Recorded data:
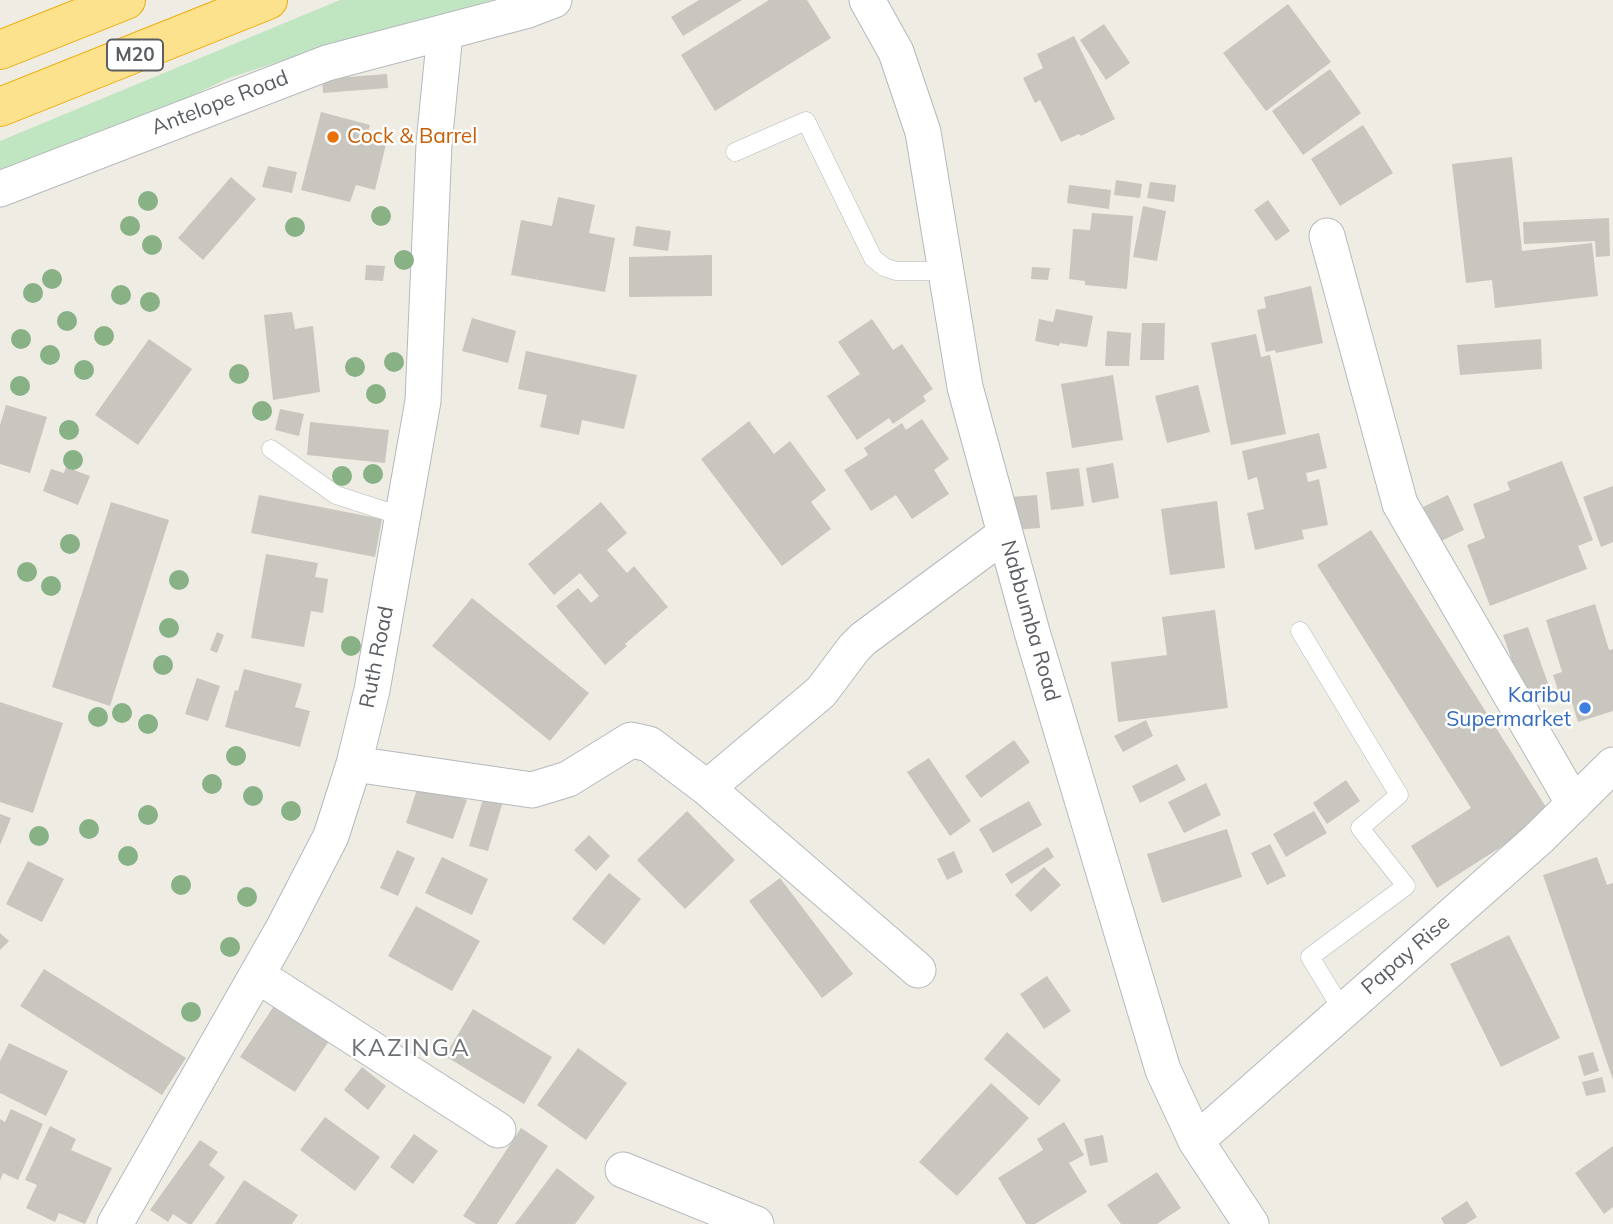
<!DOCTYPE html>
<html>
<head>
<meta charset="utf-8">
<style>
  body { margin:0 }
  canvas { display:block; background:#eeece3 }
</style>
</head>
<body>
<canvas width="1613" height="1224"></canvas>
<script>
const c = document.querySelector('canvas').getContext('2d');
c.lineJoin = 'round';
function paint(path, color) { c.fillStyle = color; c.fill(path, 'evenodd'); }
const shape = rows => new Path2D(rows.map(r => 'M' + r).join(''));
function stroke(path, color, width, dash) { c.strokeStyle = color; c.lineWidth = width; c.lineCap = dash ? 'butt' : 'round'; c.setLineDash(dash || []); c.stroke(path); }
function label(font, color, halo, rows, align = 'center') {
  c.font = font + ' Mulish,sans-serif'; c.lineWidth = 5; c.setLineDash([]); c.textBaseline = 'middle'; c.strokeStyle = halo; c.fillStyle = color; for (const [text, x, y, turn = 0] of rows) {
    c.save(); c.translate(x, y); c.rotate((+turn || 0) * Math.PI / 180); c.textAlign = isNaN(turn) ? turn : align; if (halo) c.strokeText(text, 0, 0); c.fillText(text, 0, 0); c.restore();
  }
}
const green = shape([
  [340,0,492,0,441,22,342,41,229,78,35,170,0,183,0,141]
]);
const building = shape([
  [699,0,742,0,683,36,671,17],
  [769,0,807,0,831,38,715,111,681,55],
  [1288,4,1331,62,1266,111,1223,53],
  [1104,24,1130,63,1106,80,1080,40],
  [1074,36,1115,119,1081,136,1079,134,1061,142,1040,100,1035,103,1023,78,1043,68,1037,54],
  [1330,69,1361,113,1303,155,1272,111],
  [387,74,388,88,323,93,322,79],
  [321,112,370,125,366,139,386,144,375,190,356,185,350,202,301,190],
  [1363,125,1393,173,1340,206,1311,159],
  [1512,157,1522,251,1592,243,1598,296,1495,308,1492,280,1466,283,1452,164],
  [268,166,297,172,292,193,262,187],
  [231,177,256,199,203,260,178,238],
  [1116,180,1142,184,1140,198,1114,195],
  [1150,182,1176,185,1174,202,1147,198],
  [1069,185,1111,190,1109,209,1067,203],
  [558,197,595,205,589,233,615,238,605,292,511,275,521,220,552,226],
  [1268,200,1290,231,1276,241,1254,210],
  [1143,206,1166,211,1157,261,1133,257],
  [1092,213,1133,216,1127,289,1085,285,1085,281,1069,279,1073,229,1090,230],
  [1609,218,1610,256,1596,257,1595,241,1524,244,1523,222],
  [636,226,671,231,668,251,633,246],
  [712,255,712,296,629,297,629,257],
  [366,265,385,266,383,281,365,280],
  [1032,267,1050,268,1048,280,1031,279],
  [1311,286,1323,343,1276,353,1275,350,1266,352,1257,310,1266,308,1264,297],
  [1056,309,1093,316,1087,347,1060,343,1059,346,1035,341,1039,319,1053,322],
  [292,312,295,329,313,326,320,392,273,400,264,315],
  [472,318,516,331,508,363,462,351],
  [872,319,893,350,902,344,933,389,923,396,926,401,893,424,889,418,857,440,827,396,860,374,838,342],
  [1142,323,1165,323,1164,360,1140,360],
  [1107,331,1131,333,1129,366,1105,366],
  [1256,334,1261,357,1270,355,1286,434,1231,445,1211,343],
  [149,339,192,369,138,445,95,415],
  [1541,339,1542,369,1460,375,1457,345],
  [526,351,637,375,624,429,582,420,579,435,540,427,547,395,518,389],
  [1113,375,1123,440,1072,448,1061,384],
  [1198,385,1210,432,1167,443,1155,396],
  [6,405,47,417,30,473,0,464,0,425],
  [280,409,304,414,299,436,275,430],
  [922,419,949,459,934,470,949,494,912,519,896,495,871,511,844,470,868,455,864,448,902,423,906,430],
  [749,421,774,454,790,441,826,490,811,502,831,529,782,566,701,459],
  [310,422,389,430,385,463,307,455],
  [1319,433,1327,468,1306,473,1308,482,1319,479,1328,525,1302,530,1304,539,1255,550,1247,513,1264,509,1257,477,1248,480,1242,451],
  [1562,461,1593,540,1578,546,1587,569,1490,606,1467,545,1485,538,1473,504,1510,490,1507,482],
  [1113,463,1119,498,1092,503,1086,468],
  [66,467,90,476,78,505,43,491,51,469,64,473],
  [1079,468,1084,506,1051,510,1046,472],
  [1613,486,1613,542,1601,547,1583,497],
  [259,495,382,519,375,557,251,533],
  [1037,495,1040,528,1013,530,1011,497],
  [1448,495,1464,530,1437,543,1421,508],
  [1217,501,1225,568,1170,575,1161,509],
  [111,502,169,520,110,706,52,687],
  [601,502,627,533,607,550,627,573,634,566,668,607,625,644,627,646,605,665,556,606,578,588,591,603,599,596,580,573,554,595,528,564],
  [1371,530,1551,815,1437,888,1411,846,1471,808,1317,565],
  [266,554,318,563,315,577,328,579,323,613,311,611,304,647,251,638],
  [472,598,589,693,550,741,432,646],
  [1595,604,1609,650,1613,649,1613,711,1578,722,1570,696,1561,699,1553,675,1562,672,1546,620],
  [1215,610,1228,708,1118,722,1111,662,1167,655,1162,617],
  [1528,627,1551,692,1526,701,1503,635],
  [217,632,224,635,217,653,210,650],
  [244,669,302,684,295,707,310,711,300,747,225,727,235,690,238,691],
  [197,678,220,686,208,721,185,714],
  [0,702,63,723,33,813,0,802],
  [1146,720,1153,736,1123,752,1114,736],
  [1014,740,1030,762,981,798,965,776],
  [929,758,971,821,950,836,907,772],
  [1177,764,1186,780,1140,803,1132,786],
  [1346,780,1360,801,1327,824,1313,803],
  [419,783,467,800,453,839,406,823],
  [1206,783,1221,815,1184,833,1168,802],
  [485,792,504,798,488,851,469,846],
  [1029,801,1042,825,993,853,979,829],
  [687,811,735,860,685,909,637,860],
  [1314,811,1327,833,1286,857,1273,834],
  [0,814,11,818,0,845],
  [1227,829,1242,877,1162,903,1147,854],
  [589,835,610,856,596,871,574,850],
  [1270,844,1286,876,1267,885,1251,853],
  [1048,847,1054,857,1011,884,1005,874],
  [397,850,415,858,398,896,380,888],
  [954,851,963,872,947,880,937,859],
  [442,857,488,879,472,915,425,893],
  [1597,857,1607,885,1613,883,1613,1080,1543,875],
  [28,861,64,879,42,922,6,904],
  [1044,867,1061,885,1031,912,1015,895],
  [609,873,641,899,604,945,572,919],
  [780,878,853,974,822,998,749,901],
  [416,906,480,941,452,991,388,956],
  [0,933,9,941,0,950],
  [1509,935,1560,1038,1501,1067,1450,964],
  [44,969,186,1058,162,1095,20,1006],
  [1047,976,1071,1011,1044,1029,1020,994],
  [274,1006,329,1041,295,1092,240,1057],
  [473,1009,552,1057,524,1104,445,1056],
  [1007,1032,1061,1080,1039,1106,984,1059],
  [9,1043,68,1071,46,1116,0,1093,0,1061],
  [578,1048,627,1083,586,1140,537,1105],
  [1593,1052,1599,1071,1584,1076,1578,1056],
  [362,1067,386,1086,368,1110,344,1090],
  [1602,1077,1606,1092,1586,1096,1582,1082],
  [991,1083,1029,1118,957,1196,919,1162],
  [11,1109,43,1124,18,1180,3,1173,0,1181,0,1119,5,1122],
  [325,1117,380,1157,355,1191,300,1150],
  [1064,1122,1084,1155,1069,1163,1087,1192,1035,1224,1026,1224,998,1178,1043,1150,1037,1139],
  [50,1126,76,1139,71,1150,112,1168,85,1224,59,1213,55,1222,26,1208,37,1185,25,1180],
  [521,1128,548,1146,497,1224,476,1224,463,1216],
  [414,1134,438,1151,413,1184,390,1167],
  [1103,1135,1108,1162,1090,1166,1084,1139],
  [200,1140,218,1152,209,1165,225,1177,192,1224,188,1224,173,1214,168,1222,150,1210],
  [1613,1146,1613,1207,1604,1214,1575,1173],
  [557,1168,595,1197,575,1224,515,1224],
  [1157,1172,1181,1208,1157,1224,1121,1224,1107,1205],
  [244,1180,298,1215,292,1224,215,1224],
  [1467,1201,1477,1217,1466,1224,1444,1224,1441,1218]
]);
const lane = shape([
  [735,152,806,121,873,258,884,267,896,271,945,271],
  [271,449,336,495,404,517],
  [1300,631,1399,795,1360,828,1406,886,1310,957,1343,1011]
]);
const street = shape([
  [867,0,896,52,923,132,965,387,1032,632,1163,1070,1196,1141,1251,1224],
  [0,189,327,63,528,10,554,0],
  [1327,236,1400,504,1574,804],
  [354,764,532,790,568,779,631,740,649,744,707,788,918,970],
  [707,788,821,692,854,648,863,639,1005,534],
  [257,975,498,1130],
  [1196,1141,1537,840,1613,765],
  [623,1170,756,1224],
  [115,1224,283,929,331,836,354,764,372,690,423,401,434,144,445,33]
]);
const highway = shape([
  [0,50,126,0],
  [0,107,268,0]
]);
const trees = [
  [148,201],
  [381,216],
  [130,226],
  [295,227],
  [152,245],
  [404,260],
  [52,279],
  [33,293],
  [121,295],
  [150,302],
  [67,321],
  [104,336],
  [21,339],
  [50,355],
  [394,362],
  [355,367],
  [84,370],
  [239,374],
  [20,386],
  [376,394],
  [262,411],
  [69,430],
  [73,460],
  [373,474],
  [342,476],
  [70,544],
  [27,572],
  [179,580],
  [51,586],
  [169,628],
  [351,646],
  [163,665],
  [122,713],
  [98,717],
  [148,724],
  [236,756],
  [212,784],
  [253,796],
  [291,811],
  [148,815],
  [89,829],
  [39,836],
  [128,856],
  [181,885],
  [247,897],
  [230,947],
  [191,1012]
];
const markers = [
  [333,137,7,"#e8710a"],
  [1585,708,7,"#3f7fe0"]
];
const shields = [
  [135,55,56]
];
const shieldNames = [
  ["M20",135,55]
];
const streetNames = [
  ["Antelope Road",220,103,-21],
  ["Nabbumba Road",1030,621,74],
  ["Ruth Road",377,657,-79],
  ["Papay Rise",1406,955,-41]
];
const foodNames = [
  ["Cock & Barrel",347,137]
];
const shopNames = [
  ["Karibu",1571,696],
  ["Supermarket",1571,720]
];
const quarterNames = [
  ["KAZINGA",411,1049]
];
paint(green, '#c0e5c1');
paint(building, '#c9c6c0');
stroke(lane, '#b6b9bd', 19);
stroke(street, '#b6b9bd', 37);
stroke(highway, '#eeaa03', 40);
stroke(lane, '#fff', 18);
stroke(street, '#fff', 35);
stroke(highway, '#fce28c', 38);
c.fillStyle = '#88b186';
for (const [x, y] of trees) { c.beginPath(); c.arc(x, y, 10, 0, 2 * Math.PI); c.fill(); }
for (const [x, y, r, color] of markers) { const dot = new Path2D(); dot.arc(x, y, r, 0, 2 * Math.PI); c.fillStyle = color; c.fill(dot); stroke(dot, '#fff', 2.5); }
for (const [x, y, w] of shields) { const box = new Path2D(); box.roundRect(x - w / 2, y - 15.5, w, 31, 5); c.fillStyle = '#fff'; c.fill(box); stroke(box, '#5b5f64', 2); }
label('bold 19px', '#5b5f64', null, shieldNames);
label('21px', '#5b5f64', '#fff', streetNames);
label('21px', '#c56008', '#fff', foodNames, 'left');
label('21px', '#366cbe', '#fff', shopNames, 'right');
c.letterSpacing = '2px';
label('24px', '#6c7176', '#fff', quarterNames);
c.letterSpacing = '0px';
</script>
</body>
</html>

- What the exercise asks: Would you retype the lines above from the one with "for (const [x, y]" down to the one with "label('bold 19px', '#5b5f64', null, shieldNames);", word for word, both ends included and no other lines?

- Written answer:
for (const [x, y] of trees) { c.beginPath(); c.arc(x, y, 10, 0, 2 * Math.PI); c.fill(); }
for (const [x, y, r, color] of markers) { const dot = new Path2D(); dot.arc(x, y, r, 0, 2 * Math.PI); c.fillStyle = color; c.fill(dot); stroke(dot, '#fff', 2.5); }
for (const [x, y, w] of shields) { const box = new Path2D(); box.roundRect(x - w / 2, y - 15.5, w, 31, 5); c.fillStyle = '#fff'; c.fill(box); stroke(box, '#5b5f64', 2); }
label('bold 19px', '#5b5f64', null, shieldNames);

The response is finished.